Smog alert issued for Easter break
The Government today issued a "smog alert" for the Easter weekend for ozone and polluting particles known as PM10s, which can affect people's health.
Officials at the Department for Environment, Food and Rural Affairs (Defra) said high levels of pollution are expected across England and Wales over the weekend because of warm and still conditions brought on by the high pressure system.
Some people, including those who have asthma, could be affected by the high pollution levels and may notice an impact on their breathing.
The public is being advised to take "sensible precautions", including avoiding taking exercise outside in the afternoon if they are susceptible to the pollutants and not taking unnecessary short car journeys - in a bid to help reduce the build-up of ozone.
Defra said elevated levels of PM10s and ozone, reaching high or moderate measures, were expected from now until at least Sunday, while other pollutants will remain at low levels.
Experts said people suffering from lung diseases including asthma, particularly the elderly, should be aware that their breathing could worsen.
Ground level ozone is formed when sunlight acts on nitrogen dioxides and other atmospheric substances which come from a range of sources, including petrol and other fuels.
Particulates, or PM10s, also come from sources such as vehicles.
The smog alert, the first for more than a year, comes as monitoring in London revealed that one site, on the Marylebone Road, has exceeded EU rules for the number of days in the year in which high levels of PM10s are permitted.
The UK will not face fines for the breach, as the EU has given Britain an extension which means it has until June before it has to start meeting the standards in the capital.
But Green Party London Assembly member Jenny Jones said London's residents and visitors should be made aware of the high pollution levels ahead of the Royal wedding.
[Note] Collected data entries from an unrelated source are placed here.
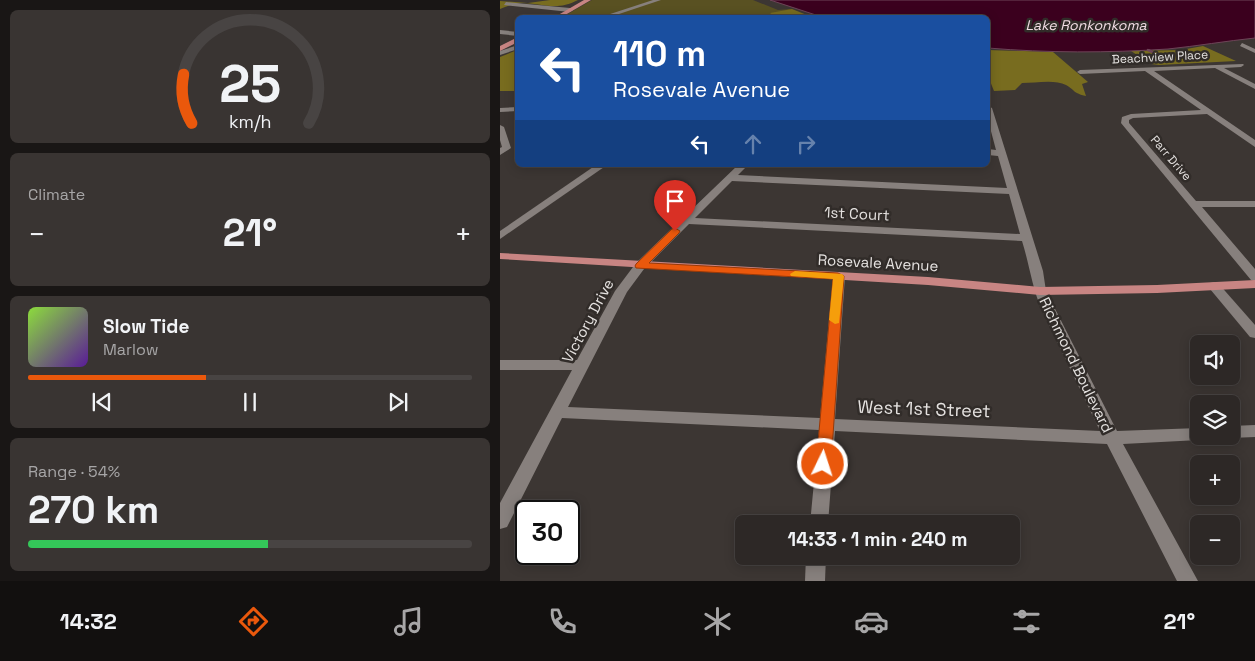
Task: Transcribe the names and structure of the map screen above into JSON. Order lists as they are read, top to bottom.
{
  "streets": {
    "main road": ["Rosevale Avenue"],
    "street": [
      "Beachview Place",
      "Parr Drive",
      "1st Court",
      "Victory Drive",
      "Richmond Boulevard",
      "West 1st Street"
    ]
  },
  "crossings": [
    ["1st Court", "Victory Drive"],
    ["1st Court", "Richmond Boulevard"],
    ["Rosevale Avenue", "Victory Drive"],
    ["Rosevale Avenue", "Richmond Boulevard"],
    ["Victory Drive", "West 1st Street"],
    ["Richmond Boulevard", "West 1st Street"]
  ],
  "water": ["Lake Ronkonkoma"],
  "page": {
    "turn": ["110 m", "Rosevale Avenue"],
    "tile": [
      "Climate",
      ["Range · 54%", "270 km"]
    ],
    "heat": ["−", "21°", "+"],
    "song": ["Slow Tide", "Marlow"],
    "map_buttons": ["+", "−"],
    "limit": "30",
    "trip": "14:33 · 1 min · 240 m",
    "tabs": ["14:32", "21°"],
    "gauge": ["25", "km/h"]
  }
}
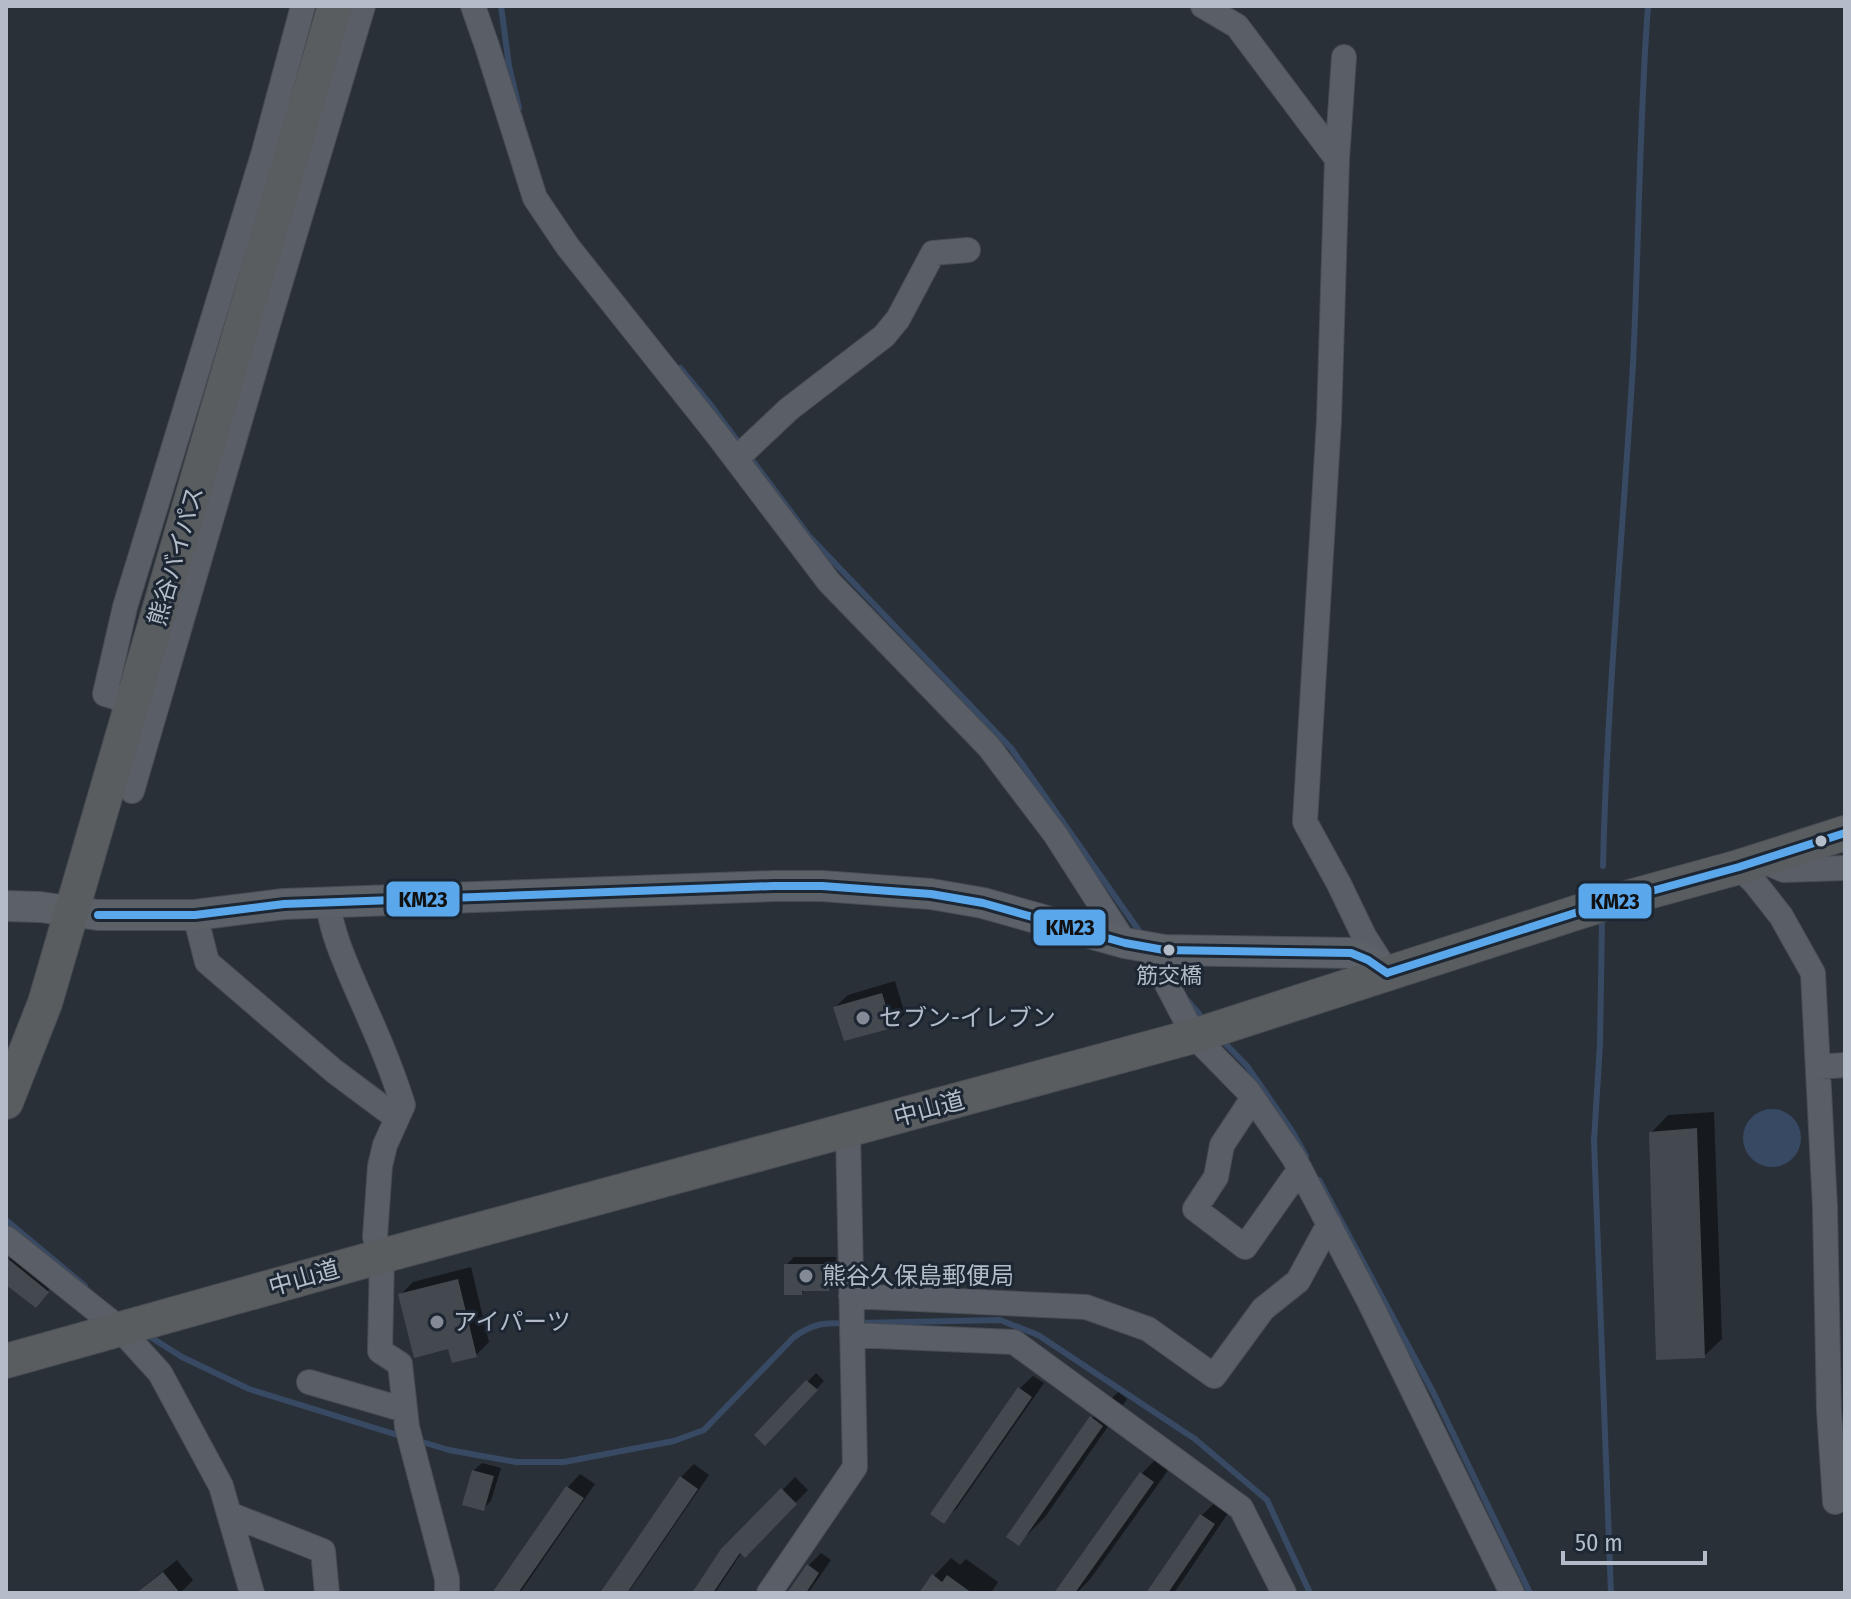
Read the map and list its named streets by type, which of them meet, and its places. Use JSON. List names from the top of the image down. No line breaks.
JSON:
{"streets":{"highway":["熊谷バイパス","中山道"]},"places":["筋交橋","セブン-イレブン","熊谷久保島郵便局","アイパーツ"],"lines":["transit line KM23"],"scale_bar":"50 m"}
Cher Piddock, Asthma UK Adviceline nurse, said the smog warning was a "timely reminder" that the combination of warm weather and pollution could pose health risks, and asthma symptoms could worsen during hotter weather due to higher levels of pollen and pollution.
She said: "Around two-thirds of people with asthma say pollution triggers their condition, so Asthma UK recommends that people who have pollution as a trigger avoid going out if air quality is poor.
"We also recommend that people always carry their inhaler, avoid exercising outdoors on hot days, especially in the afternoon, and keep windows shut whenever possible.
"It may also be helpful to keep a regular check on air quality levels in the local area, so that it is possible to make changes to plans for the following day if pollution levels will be high."